EXTRACTED MATERIAL START

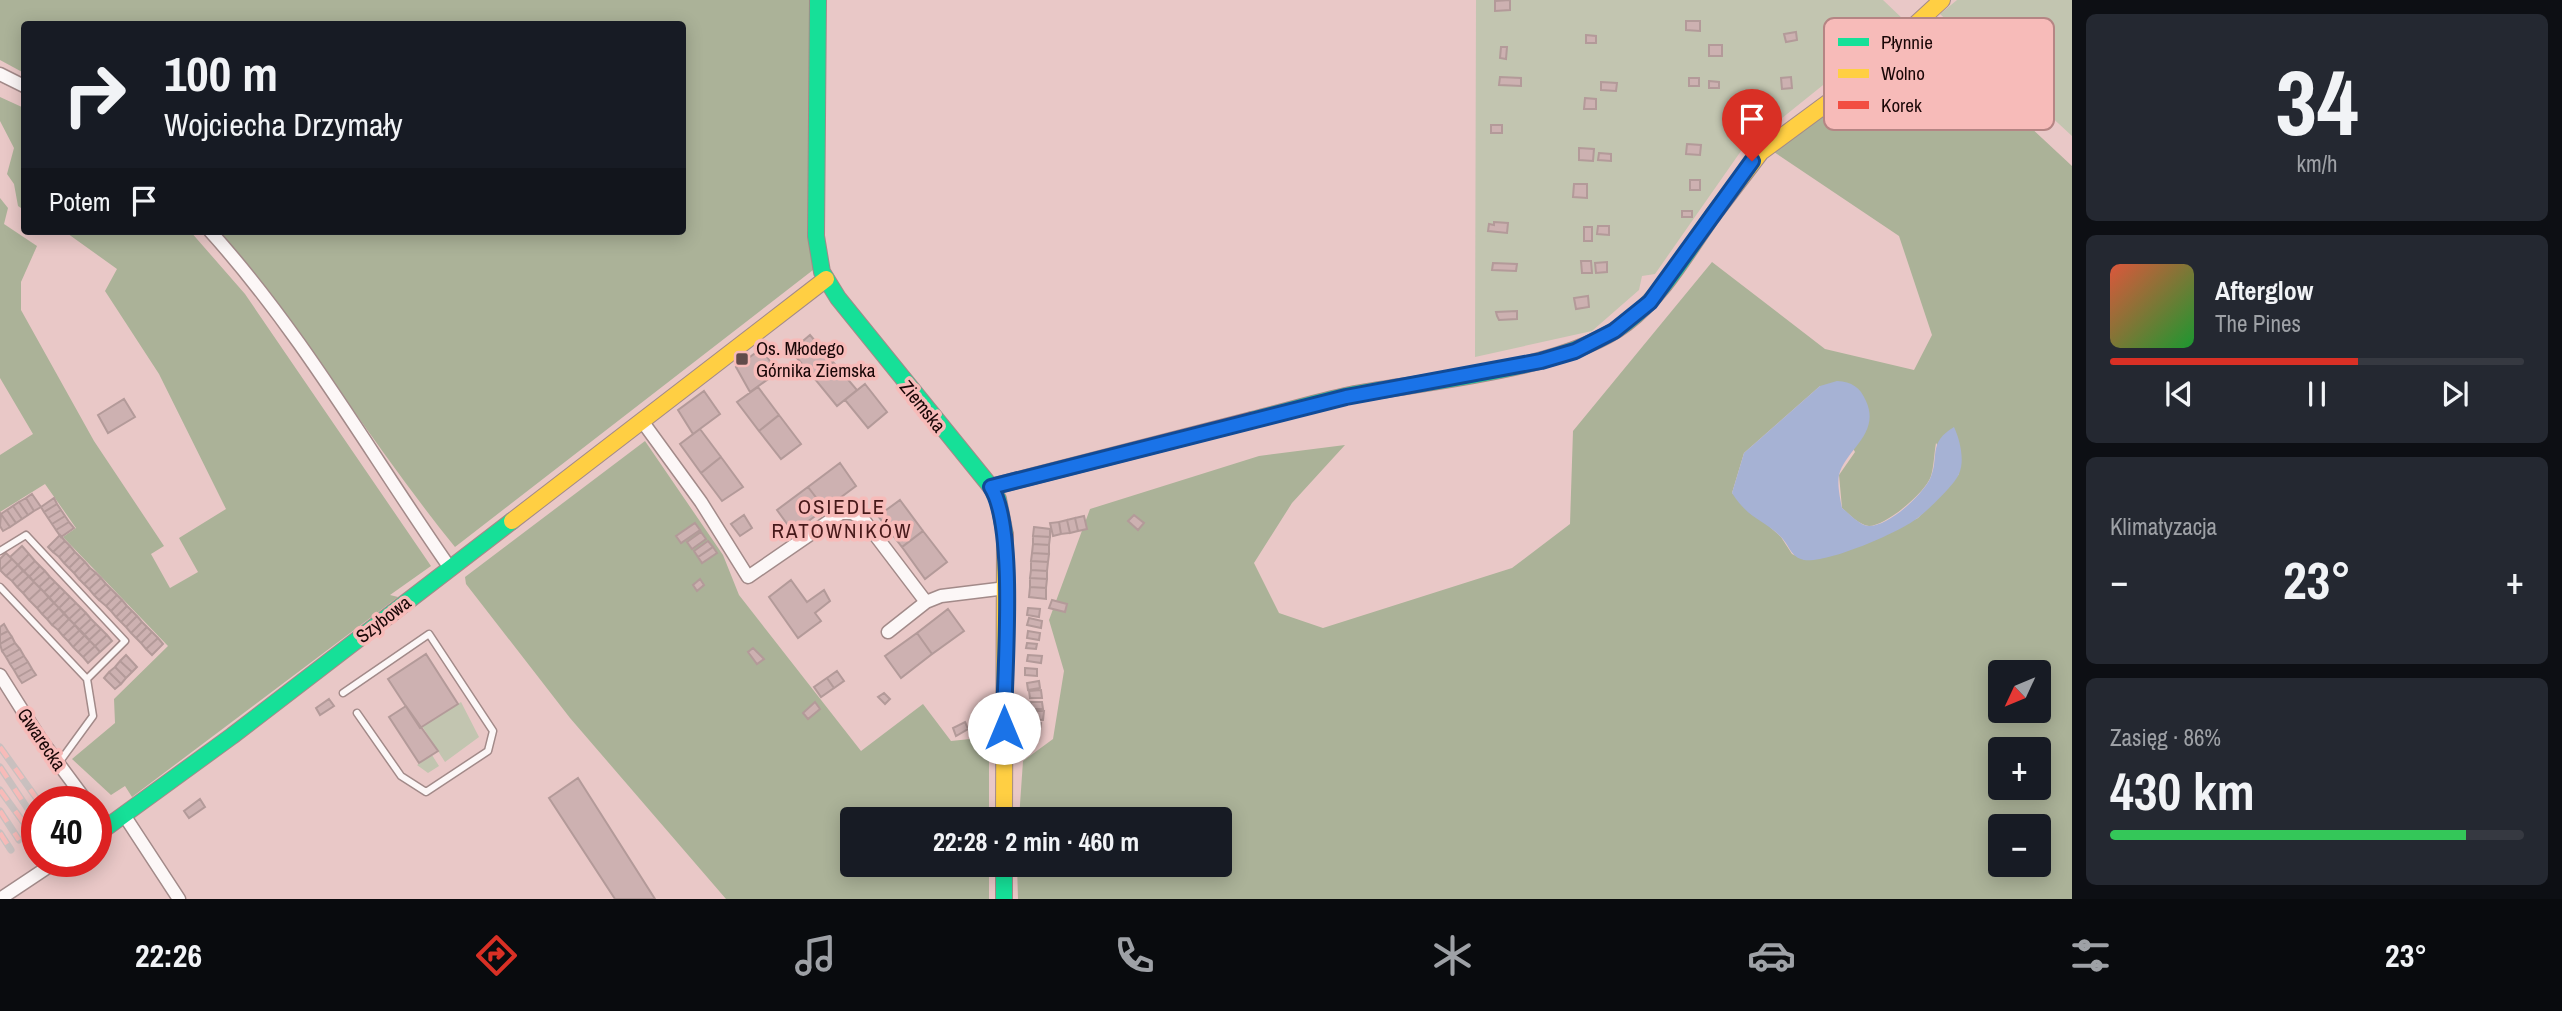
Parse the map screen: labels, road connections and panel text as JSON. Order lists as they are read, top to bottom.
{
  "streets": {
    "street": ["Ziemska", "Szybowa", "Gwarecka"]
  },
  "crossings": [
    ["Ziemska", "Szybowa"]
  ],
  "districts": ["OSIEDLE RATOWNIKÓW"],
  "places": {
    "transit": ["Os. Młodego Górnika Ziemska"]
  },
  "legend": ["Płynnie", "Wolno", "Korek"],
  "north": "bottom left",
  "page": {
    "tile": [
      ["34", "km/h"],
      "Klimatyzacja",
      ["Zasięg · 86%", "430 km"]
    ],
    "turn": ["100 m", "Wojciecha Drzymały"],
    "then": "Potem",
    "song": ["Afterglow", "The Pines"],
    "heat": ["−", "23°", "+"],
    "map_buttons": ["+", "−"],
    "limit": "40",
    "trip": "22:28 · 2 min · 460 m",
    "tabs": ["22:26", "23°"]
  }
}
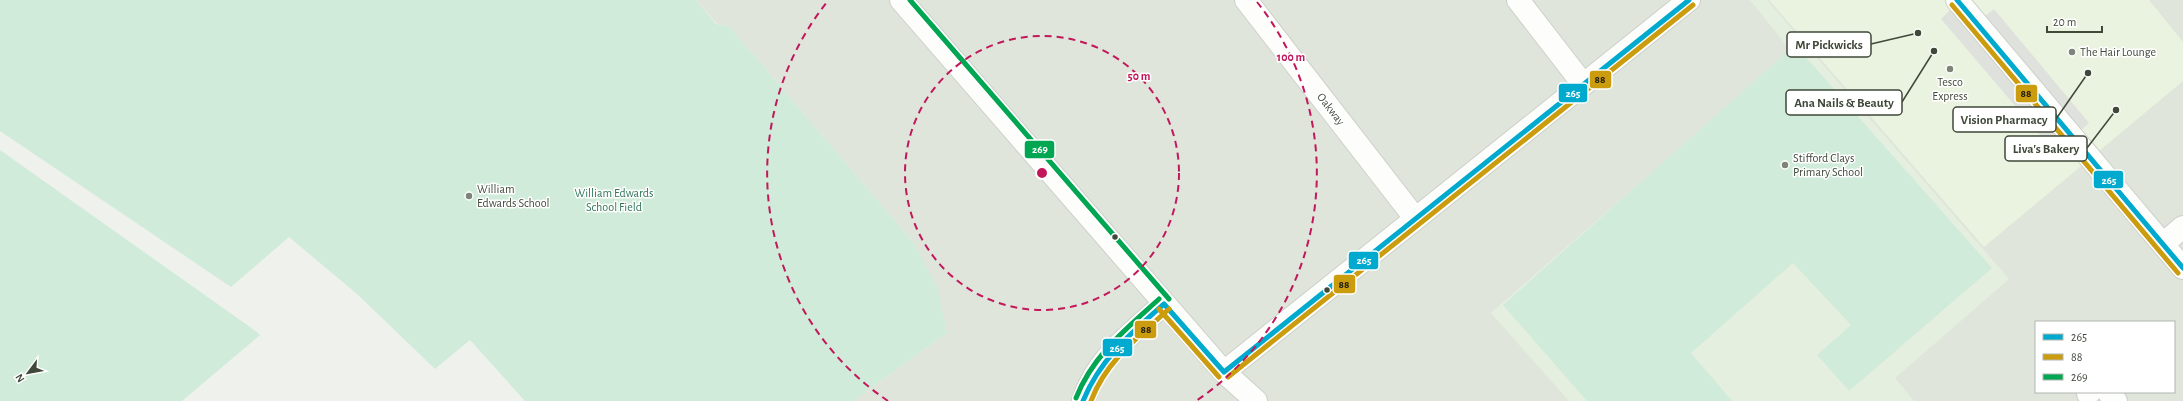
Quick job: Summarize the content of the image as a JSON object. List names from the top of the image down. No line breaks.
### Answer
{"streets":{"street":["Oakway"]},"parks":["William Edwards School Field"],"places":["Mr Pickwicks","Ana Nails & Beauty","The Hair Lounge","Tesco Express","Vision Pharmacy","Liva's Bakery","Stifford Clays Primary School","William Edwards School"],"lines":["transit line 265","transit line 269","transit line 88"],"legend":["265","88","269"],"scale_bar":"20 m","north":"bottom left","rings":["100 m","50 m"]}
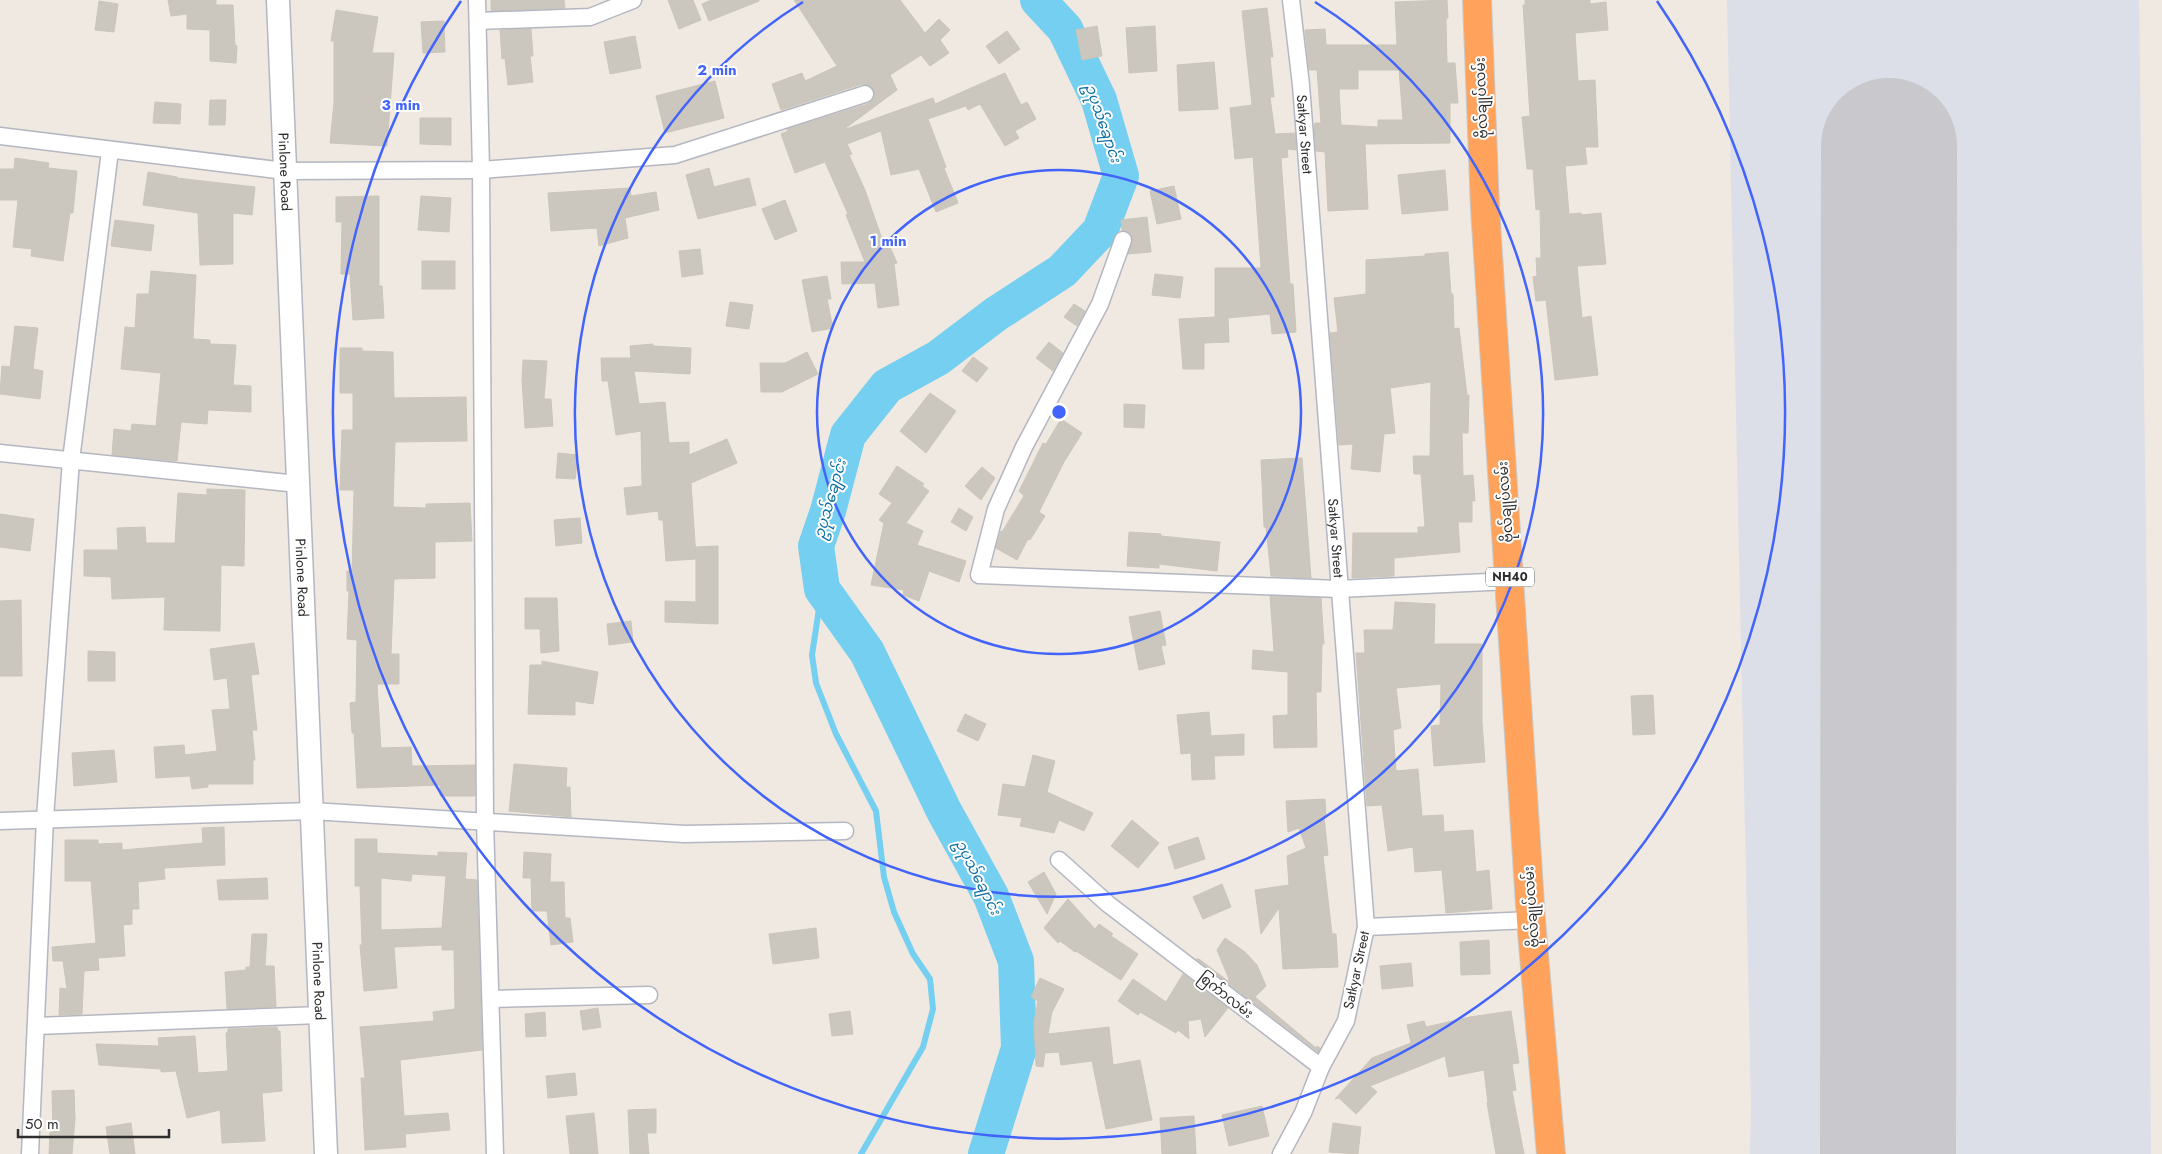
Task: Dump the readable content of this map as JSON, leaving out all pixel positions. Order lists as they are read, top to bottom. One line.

EXTRACTED MATERIAL END

What lines above contain the word "content"? Return each such line.

(SOLUTION TO THIS TASK)
Quick job: Summarize the content of the image as a JSON object. List names from the top of the image down. No line breaks.
Task: Dump the readable content of this map as JSON, leaving out all pixel positions. Order lists as they are read, top to bottom. One line.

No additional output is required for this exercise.